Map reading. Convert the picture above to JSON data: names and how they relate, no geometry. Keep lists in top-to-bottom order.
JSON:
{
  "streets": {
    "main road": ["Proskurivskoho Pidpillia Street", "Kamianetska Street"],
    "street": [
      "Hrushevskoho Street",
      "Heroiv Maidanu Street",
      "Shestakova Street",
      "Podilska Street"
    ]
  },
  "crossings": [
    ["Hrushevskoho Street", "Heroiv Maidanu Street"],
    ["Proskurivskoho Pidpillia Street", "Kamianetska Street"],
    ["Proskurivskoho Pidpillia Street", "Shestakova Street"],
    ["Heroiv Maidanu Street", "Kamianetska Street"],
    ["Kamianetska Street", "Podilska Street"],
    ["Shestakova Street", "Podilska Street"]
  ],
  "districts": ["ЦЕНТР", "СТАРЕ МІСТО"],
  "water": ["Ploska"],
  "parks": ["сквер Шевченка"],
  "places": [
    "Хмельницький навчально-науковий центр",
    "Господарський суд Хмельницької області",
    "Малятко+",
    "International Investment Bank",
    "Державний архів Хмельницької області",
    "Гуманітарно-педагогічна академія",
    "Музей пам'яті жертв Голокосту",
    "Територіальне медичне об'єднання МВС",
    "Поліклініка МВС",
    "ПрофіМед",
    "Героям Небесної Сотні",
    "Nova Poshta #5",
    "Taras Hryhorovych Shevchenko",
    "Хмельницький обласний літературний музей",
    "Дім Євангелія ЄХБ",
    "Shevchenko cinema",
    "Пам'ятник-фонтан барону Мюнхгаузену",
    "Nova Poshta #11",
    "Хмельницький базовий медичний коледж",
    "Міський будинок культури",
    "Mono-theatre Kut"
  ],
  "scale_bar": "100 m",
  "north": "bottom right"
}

• Exercise details: Whenever the string "Хмельницької" turns up in a line above, copy that line out.

• Written answer:
    "Господарський суд Хмельницької області",
    "Державний архів Хмельницької області",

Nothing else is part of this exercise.